Your objective: Write out exactly what each line says, starting with the first line below and ending on the one with "2px #464b52) drop-shadow(0".

Collected data entries
#####

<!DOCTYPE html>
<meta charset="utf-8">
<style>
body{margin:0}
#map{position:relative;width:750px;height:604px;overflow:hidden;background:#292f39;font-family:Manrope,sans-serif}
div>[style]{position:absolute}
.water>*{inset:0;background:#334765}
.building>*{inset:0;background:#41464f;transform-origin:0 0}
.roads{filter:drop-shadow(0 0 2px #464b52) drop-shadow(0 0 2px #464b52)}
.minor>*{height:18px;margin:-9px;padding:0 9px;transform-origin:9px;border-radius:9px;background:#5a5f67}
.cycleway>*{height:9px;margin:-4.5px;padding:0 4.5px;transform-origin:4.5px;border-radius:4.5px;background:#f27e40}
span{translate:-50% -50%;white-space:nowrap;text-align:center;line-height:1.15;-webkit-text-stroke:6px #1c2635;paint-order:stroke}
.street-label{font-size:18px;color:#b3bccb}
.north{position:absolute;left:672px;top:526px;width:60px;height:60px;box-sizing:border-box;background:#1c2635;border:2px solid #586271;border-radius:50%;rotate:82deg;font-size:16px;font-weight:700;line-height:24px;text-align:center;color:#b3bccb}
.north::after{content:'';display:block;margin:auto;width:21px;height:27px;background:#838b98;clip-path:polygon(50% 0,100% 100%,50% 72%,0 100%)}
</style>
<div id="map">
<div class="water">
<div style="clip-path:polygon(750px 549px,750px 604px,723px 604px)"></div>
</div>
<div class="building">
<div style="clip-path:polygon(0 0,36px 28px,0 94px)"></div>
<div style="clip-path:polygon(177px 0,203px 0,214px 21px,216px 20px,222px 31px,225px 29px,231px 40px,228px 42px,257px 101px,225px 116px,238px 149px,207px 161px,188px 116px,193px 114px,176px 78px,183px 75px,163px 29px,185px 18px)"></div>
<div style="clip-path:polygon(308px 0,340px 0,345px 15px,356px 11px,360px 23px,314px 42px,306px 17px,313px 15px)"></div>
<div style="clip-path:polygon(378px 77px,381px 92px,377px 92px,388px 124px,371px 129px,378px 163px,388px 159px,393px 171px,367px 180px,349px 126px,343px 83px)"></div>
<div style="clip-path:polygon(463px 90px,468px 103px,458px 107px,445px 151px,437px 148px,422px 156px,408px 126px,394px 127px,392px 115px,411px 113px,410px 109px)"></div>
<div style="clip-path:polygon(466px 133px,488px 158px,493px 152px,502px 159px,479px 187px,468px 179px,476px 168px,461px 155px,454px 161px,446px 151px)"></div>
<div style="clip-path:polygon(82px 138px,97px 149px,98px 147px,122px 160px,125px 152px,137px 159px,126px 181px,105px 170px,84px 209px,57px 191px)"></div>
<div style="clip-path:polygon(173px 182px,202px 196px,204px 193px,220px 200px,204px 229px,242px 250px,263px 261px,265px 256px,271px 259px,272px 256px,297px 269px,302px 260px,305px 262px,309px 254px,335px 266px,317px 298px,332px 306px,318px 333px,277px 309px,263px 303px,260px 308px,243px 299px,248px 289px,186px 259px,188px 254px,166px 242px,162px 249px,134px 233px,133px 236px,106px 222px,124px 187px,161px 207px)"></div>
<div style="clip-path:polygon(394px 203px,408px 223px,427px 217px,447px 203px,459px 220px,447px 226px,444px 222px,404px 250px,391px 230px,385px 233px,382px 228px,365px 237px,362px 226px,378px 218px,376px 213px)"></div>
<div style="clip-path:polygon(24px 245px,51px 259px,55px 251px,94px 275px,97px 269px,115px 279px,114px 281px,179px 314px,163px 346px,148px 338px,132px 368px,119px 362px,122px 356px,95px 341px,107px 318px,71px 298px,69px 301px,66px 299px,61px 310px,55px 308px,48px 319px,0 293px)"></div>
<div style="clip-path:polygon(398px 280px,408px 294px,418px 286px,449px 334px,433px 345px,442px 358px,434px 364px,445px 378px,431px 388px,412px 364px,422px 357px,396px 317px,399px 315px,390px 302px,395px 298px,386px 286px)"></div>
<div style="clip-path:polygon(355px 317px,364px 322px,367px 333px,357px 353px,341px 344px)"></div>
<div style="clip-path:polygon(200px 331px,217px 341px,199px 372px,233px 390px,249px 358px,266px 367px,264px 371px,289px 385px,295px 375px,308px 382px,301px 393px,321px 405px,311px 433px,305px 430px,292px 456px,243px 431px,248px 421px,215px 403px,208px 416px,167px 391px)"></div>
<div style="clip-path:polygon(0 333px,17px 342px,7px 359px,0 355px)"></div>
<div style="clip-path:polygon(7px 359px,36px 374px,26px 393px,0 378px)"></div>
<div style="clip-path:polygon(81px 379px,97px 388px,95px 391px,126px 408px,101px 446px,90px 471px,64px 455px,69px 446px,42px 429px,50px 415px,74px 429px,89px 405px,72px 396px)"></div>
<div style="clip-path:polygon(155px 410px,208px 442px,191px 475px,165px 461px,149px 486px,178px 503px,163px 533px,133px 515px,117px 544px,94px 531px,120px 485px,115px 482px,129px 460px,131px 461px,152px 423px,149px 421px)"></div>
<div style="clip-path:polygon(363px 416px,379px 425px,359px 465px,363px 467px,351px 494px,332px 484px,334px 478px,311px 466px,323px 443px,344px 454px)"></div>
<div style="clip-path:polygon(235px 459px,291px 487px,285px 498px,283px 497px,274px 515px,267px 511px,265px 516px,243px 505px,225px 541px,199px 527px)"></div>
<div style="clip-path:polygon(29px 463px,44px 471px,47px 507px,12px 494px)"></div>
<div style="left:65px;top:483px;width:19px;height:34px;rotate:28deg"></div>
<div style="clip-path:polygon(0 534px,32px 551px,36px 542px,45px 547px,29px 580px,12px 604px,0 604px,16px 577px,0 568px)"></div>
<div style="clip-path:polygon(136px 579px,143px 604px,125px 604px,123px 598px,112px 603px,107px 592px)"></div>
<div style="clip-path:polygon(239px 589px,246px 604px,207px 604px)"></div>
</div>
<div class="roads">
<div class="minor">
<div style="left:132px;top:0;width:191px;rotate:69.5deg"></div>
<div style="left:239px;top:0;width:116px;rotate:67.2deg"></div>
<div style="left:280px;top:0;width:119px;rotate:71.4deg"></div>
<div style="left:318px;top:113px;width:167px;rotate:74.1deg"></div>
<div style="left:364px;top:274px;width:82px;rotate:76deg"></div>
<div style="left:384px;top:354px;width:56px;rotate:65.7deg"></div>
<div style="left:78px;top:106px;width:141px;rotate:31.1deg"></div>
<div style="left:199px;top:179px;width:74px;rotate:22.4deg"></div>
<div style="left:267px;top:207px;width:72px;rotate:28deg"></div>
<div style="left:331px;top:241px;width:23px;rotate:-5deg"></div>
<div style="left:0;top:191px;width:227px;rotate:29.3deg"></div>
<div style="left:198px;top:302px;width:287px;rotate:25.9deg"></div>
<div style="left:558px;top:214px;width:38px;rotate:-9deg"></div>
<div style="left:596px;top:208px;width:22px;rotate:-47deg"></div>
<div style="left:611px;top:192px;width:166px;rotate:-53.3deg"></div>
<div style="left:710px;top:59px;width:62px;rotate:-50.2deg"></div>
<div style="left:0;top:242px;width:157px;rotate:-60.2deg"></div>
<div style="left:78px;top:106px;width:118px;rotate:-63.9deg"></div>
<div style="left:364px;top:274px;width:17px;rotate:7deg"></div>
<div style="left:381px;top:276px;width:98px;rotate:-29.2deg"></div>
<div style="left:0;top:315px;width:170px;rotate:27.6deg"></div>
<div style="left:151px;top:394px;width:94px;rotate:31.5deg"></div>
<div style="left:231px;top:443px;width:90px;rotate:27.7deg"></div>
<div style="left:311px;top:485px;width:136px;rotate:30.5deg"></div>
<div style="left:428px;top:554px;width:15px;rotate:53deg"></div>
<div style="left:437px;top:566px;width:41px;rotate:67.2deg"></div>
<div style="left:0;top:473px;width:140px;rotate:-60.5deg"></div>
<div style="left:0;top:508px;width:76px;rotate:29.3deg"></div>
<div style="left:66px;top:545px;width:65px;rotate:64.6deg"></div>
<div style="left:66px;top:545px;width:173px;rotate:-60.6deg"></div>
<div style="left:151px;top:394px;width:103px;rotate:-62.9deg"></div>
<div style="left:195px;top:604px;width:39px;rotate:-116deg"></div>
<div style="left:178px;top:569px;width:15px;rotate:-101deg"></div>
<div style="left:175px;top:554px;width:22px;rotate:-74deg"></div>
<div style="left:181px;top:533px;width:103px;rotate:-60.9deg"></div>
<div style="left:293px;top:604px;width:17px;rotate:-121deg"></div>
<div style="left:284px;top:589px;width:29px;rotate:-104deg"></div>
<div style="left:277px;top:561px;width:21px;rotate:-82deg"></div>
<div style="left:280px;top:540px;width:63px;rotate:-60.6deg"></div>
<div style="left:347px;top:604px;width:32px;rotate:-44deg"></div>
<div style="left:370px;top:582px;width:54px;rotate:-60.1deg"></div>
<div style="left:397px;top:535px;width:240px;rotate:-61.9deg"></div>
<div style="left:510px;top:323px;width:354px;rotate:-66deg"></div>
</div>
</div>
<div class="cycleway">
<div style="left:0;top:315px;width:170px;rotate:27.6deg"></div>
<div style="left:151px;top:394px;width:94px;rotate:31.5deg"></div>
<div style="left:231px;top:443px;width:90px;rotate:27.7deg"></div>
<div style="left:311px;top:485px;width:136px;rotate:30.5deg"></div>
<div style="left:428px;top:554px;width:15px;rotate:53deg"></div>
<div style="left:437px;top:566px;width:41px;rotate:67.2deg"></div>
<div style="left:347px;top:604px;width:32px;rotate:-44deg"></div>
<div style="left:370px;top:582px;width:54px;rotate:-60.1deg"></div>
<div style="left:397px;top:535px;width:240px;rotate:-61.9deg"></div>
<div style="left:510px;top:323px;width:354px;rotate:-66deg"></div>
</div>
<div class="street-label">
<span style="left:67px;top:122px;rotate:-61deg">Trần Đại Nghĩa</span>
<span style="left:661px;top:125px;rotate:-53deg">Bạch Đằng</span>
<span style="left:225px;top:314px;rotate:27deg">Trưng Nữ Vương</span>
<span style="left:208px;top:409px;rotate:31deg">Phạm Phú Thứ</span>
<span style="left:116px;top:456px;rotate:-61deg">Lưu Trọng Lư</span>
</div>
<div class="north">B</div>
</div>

#####

Task response:
<!DOCTYPE html>
<meta charset="utf-8">
<style>
body{margin:0}
#map{position:relative;width:750px;height:604px;overflow:hidden;background:#292f39;font-family:Manrope,sans-serif}
div>[style]{position:absolute}
.water>*{inset:0;background:#334765}
.building>*{inset:0;background:#41464f;transform-origin:0 0}
.roads{filter:drop-shadow(0 0 2px #464b52) drop-shadow(0 0 2px #464b52)}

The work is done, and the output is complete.